Table 17 provides a summary of attendance ratings and characteristic means for each IEW across the 4-week Block A component of the Train a Maths Tutor program. Overall, the table shows that the IEWs’ pre-ratings were generally Very Low to Low for all characteristics, indicating that the IEWs, without intervention, would not have been able to effectively tutor students with learning difficulties in mathematics. It also shows that the ratings improved markedly in all characteristics for most of the IEWs and that all IEWs improved significantly across the Program.
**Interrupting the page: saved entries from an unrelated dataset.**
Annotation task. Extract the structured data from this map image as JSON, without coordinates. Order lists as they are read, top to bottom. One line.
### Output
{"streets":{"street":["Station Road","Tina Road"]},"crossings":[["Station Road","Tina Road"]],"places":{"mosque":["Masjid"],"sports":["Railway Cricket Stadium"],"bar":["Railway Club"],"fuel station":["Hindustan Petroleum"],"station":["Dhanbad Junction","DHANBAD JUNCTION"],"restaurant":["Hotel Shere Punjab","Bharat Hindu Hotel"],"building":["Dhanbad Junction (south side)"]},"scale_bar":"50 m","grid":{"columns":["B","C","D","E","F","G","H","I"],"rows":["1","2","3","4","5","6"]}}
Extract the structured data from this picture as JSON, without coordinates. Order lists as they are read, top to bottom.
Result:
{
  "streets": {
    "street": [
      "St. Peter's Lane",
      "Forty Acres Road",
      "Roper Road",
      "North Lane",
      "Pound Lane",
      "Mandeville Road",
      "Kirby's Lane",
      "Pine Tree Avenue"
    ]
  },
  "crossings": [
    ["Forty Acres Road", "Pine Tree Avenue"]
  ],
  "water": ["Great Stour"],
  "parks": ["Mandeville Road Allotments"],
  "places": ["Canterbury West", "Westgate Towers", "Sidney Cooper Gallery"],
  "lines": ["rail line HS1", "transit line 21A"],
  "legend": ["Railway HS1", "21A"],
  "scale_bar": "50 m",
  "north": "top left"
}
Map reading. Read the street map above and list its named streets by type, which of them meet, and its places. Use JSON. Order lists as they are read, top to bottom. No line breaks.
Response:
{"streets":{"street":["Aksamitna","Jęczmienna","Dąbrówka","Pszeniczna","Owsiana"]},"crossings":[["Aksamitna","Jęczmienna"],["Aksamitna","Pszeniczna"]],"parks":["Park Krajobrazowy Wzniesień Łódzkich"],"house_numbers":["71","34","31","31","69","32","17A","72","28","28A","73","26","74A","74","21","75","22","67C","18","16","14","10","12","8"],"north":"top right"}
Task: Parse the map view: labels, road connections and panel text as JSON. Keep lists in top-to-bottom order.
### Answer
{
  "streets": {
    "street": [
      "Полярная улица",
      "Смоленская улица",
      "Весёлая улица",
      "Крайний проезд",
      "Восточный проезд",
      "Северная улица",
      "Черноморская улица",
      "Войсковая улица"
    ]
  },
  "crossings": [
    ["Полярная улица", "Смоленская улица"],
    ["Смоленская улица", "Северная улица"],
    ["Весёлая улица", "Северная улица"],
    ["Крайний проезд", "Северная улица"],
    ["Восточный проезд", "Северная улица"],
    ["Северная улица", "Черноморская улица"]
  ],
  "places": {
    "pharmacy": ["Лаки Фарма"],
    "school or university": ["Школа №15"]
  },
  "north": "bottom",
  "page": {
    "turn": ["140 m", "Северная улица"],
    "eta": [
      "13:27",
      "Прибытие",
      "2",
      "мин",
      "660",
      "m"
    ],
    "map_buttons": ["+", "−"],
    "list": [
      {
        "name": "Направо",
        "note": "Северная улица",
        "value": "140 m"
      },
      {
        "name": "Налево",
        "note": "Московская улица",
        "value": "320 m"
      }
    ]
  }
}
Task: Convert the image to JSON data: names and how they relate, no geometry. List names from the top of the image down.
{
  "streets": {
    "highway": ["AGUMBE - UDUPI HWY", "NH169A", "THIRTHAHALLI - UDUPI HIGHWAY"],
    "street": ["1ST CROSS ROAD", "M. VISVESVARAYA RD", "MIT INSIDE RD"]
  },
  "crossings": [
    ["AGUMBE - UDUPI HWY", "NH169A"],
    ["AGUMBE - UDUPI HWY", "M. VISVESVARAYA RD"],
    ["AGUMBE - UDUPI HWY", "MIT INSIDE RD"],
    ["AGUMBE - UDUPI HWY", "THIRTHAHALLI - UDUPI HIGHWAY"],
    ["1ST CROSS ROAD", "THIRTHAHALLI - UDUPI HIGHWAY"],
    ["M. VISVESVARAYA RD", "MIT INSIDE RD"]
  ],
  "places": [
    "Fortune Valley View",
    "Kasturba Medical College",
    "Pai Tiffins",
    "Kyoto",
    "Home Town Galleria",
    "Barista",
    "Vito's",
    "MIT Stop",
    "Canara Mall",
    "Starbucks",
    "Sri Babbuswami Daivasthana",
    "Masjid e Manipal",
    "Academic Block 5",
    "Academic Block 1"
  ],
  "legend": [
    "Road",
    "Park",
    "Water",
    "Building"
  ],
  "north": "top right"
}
Table 17: IEWs’ attendance mean pre and post-ratings across for all and characteristic the four weeks of Block A training and trialling

Note. Attendance ratings were accorded as follows: <65% (Low); 65-80% (Medium); >80%(High).Pre and Post ratings were accorded as follows: 1-11/2 (Very Low); 2-21/2 (Low); 3 (Medium); 31/2-4 (High); 41/2-5 (Very High).

Across the group

Because effective mathematics tutoring was the major focus of the project, analysis of results across the IEWs will be in terms of relating attendance, affects, beliefs and knowledge to tutoring skill.

Tutoring skill and attendance

Across the IEWs, Table 17 shows that tutoring skill improvement was evidenced in all IEWs but was uneven. Seven IEWs (Katie, Kim, Victor, Shelley, Nicole, Dixie and Mel) reached a rating of High-Very High in tutoring skill by the end of Block A while four IEWs (Pam, Rosie, Delia and Ron) did not.

There was some evidence in Table 17 that attendance was related to final tutoring skill. The IEWs with the lowest final tutoring skills (Pam, Rosie, Delia and Ron) were amongst the low attendees, while most of the IEWs with high final tutoring skills (Katie, Victor, Shelley, Nicole and Dixie) had high attendance. This relationship was not uniform as Kim and Mel had low attendance and high final tutoring skill. However, both of them had high pre-ratings of 21/2 in mathematics knowledge (as opposed to the Very Low ratings of 1-11/2 accorded Pam, Rosie, Delia and Ron) which may have helped their progress.

Affects, beliefs and tutoring skill

With respect to mathematics, all IEWs showed growth in confidence and motivation (affects) and in the relational and organic views of mathematics (beliefs) across the four-week block. Generally, these increases were reflected in tutoring skill. This was not so in all cases; Kim exhibited Very High-High tutoring skills but showed the smallest growth in affects. Kim, however, exhibited substantial growth in her beliefs about mathematics.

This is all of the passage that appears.